* **Information provided**:
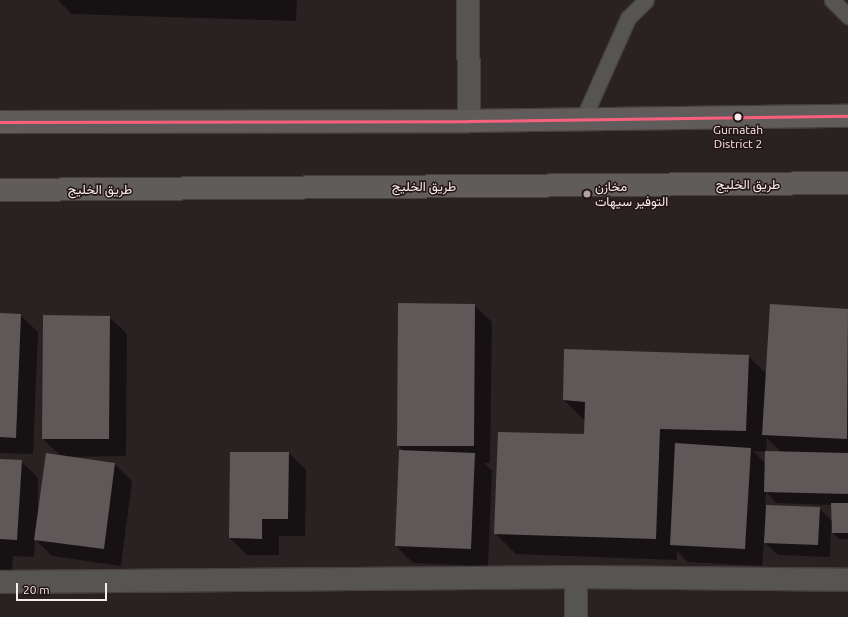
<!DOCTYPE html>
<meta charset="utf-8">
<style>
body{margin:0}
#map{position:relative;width:848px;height:617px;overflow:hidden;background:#2a2122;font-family:Ubuntu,Vazirmatn,sans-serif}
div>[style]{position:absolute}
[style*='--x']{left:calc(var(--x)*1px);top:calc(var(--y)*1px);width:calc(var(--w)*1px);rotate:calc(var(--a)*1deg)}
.shadow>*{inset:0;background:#0007}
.building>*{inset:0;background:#5f5758}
.roads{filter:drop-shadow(1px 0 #463e3f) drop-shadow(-1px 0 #463e3f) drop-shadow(0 1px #463e3f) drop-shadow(0 -1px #463e3f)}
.service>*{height:15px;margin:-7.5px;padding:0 7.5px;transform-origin:7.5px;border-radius:7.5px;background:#575454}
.minor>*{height:22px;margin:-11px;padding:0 11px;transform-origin:11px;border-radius:11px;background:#575454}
.tertiary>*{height:22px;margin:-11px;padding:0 11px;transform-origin:11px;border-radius:11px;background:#575454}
.primary>*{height:22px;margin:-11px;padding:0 11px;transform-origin:11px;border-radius:11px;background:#615c5c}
.bus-1>*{height:3px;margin:-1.5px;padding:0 1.5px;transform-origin:1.5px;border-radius:1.5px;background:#f8607d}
.dots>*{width:11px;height:11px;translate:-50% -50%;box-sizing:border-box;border:2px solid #241415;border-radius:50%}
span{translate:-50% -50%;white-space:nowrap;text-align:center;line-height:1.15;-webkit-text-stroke:3px #241415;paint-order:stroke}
.bus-label{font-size:12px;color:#f7ebeb}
.street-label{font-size:13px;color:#f7ebeb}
.poi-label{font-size:13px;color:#f7ebeb}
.left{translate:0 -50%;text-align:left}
.scale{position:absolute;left:16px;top:583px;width:91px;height:18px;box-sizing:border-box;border:2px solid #f7ebeb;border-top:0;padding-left:5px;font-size:12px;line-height:14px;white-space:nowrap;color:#f7ebeb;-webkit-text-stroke:3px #241415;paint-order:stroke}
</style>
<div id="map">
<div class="shadow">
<div style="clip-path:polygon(58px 0,297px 0,296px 21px,72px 14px)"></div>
<div style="clip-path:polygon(474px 305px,492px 322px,490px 463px,484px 463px,492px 471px,488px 566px,413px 563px,396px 546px,404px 451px,398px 445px)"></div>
<div style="clip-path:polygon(evenodd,771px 305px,848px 310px,848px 539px,839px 539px,833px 533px,831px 526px,830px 557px,778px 555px,765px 543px,766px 520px,762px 566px,688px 562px,677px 551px,677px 560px,516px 554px,495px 533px,585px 435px,585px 421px,564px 400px,565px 350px,748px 356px,767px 374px,771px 305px,767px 438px,782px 453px,766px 452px,767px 438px,771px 305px,753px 451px,766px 452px,766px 464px,753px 451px,771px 305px,766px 492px,777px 503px,832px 505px,833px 522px,819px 508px,765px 506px,766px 492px)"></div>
<div style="clip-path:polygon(0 314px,20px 315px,38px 332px,33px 454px,0 453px)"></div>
<div style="clip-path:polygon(109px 317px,127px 334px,126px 456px,66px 457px,115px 464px,132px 481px,121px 566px,52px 556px,35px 539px,34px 557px,13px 556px,12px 570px,0 569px,0 460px,21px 461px,38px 478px,38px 522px,61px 456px,43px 439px)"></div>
<div style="clip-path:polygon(289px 453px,306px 470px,305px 536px,279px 536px,279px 555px,247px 555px,230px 538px)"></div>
</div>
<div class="building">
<div style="clip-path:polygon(398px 303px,475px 304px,474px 446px,397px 446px)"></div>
<div style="clip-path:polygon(770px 304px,848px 309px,847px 439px,762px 435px)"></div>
<div style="clip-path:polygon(0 313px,21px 314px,16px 438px,0 437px)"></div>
<div style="clip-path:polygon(43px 315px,110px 316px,109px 439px,42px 439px)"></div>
<div style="clip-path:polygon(564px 349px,749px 355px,746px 431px,660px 429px,656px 539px,494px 534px,498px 432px,584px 434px,585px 402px,563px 400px)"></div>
<div style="clip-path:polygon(675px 443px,751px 448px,745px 549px,670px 545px)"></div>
<div style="clip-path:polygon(399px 450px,475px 453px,471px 549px,395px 546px)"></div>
<div style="clip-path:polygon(765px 451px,848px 453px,848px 494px,764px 492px)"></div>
<div style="clip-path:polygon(230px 452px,289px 452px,288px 519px,262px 519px,262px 539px,229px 538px)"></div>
<div style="clip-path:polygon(46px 453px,115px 463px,104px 549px,34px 540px)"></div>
<div style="clip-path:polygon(0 459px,22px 460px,17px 540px,0 539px)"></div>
<div style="clip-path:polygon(831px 503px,848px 503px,848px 533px,832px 533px)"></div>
<div style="clip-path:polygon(766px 505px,820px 507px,818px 545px,764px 543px)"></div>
</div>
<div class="roads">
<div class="service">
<div style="--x:832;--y:0;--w:23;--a:45"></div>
<div style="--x:583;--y:119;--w:111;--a:-66"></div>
<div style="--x:628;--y:18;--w:25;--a:-45"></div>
</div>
<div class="minor">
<div style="--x:0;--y:582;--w:576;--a:-0.5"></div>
<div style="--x:576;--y:577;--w:272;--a:0.6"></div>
<div style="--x:576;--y:617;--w:40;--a:-90"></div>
</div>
<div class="tertiary">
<div style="--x:468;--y:0;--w:121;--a:89.5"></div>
</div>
<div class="primary">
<div style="--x:0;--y:122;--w:469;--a:-0.1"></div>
<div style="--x:469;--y:121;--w:379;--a:-0.8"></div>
<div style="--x:0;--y:190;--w:848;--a:-0.47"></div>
</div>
</div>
<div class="bus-1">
<div style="--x:0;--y:122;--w:469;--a:-0.1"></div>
<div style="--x:469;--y:121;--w:379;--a:-0.8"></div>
</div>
<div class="dots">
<div style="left:738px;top:117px;background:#f7ebeb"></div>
<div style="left:587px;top:194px;background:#afa4a5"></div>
</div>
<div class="bus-label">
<span style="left:738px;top:137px">Gurnatah<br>District 2</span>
</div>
<div class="street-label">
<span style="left:748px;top:184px">طريق الخليج</span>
<span style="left:424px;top:186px">طريق الخليج</span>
<span style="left:100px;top:189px">طريق الخليج</span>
</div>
<div class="poi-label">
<span class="left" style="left:595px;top:194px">مخازن<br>التوفير سيهات</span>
</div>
<div class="scale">20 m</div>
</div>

* **Exercise requirements**:
Could the lines from the first entry through the line that contains "0 #463e3f) drop-shadow(-1px" be copied exactly, with all pictures left out?

* **Task result**:
<!DOCTYPE html>
<meta charset="utf-8">
<style>
body{margin:0}
#map{position:relative;width:848px;height:617px;overflow:hidden;background:#2a2122;font-family:Ubuntu,Vazirmatn,sans-serif}
div>[style]{position:absolute}
[style*='--x']{left:calc(var(--x)*1px);top:calc(var(--y)*1px);width:calc(var(--w)*1px);rotate:calc(var(--a)*1deg)}
.shadow>*{inset:0;background:#0007}
.building>*{inset:0;background:#5f5758}
.roads{filter:drop-shadow(1px 0 #463e3f) drop-shadow(-1px 0 #463e3f) drop-shadow(0 1px #463e3f) drop-shadow(0 -1px #463e3f)}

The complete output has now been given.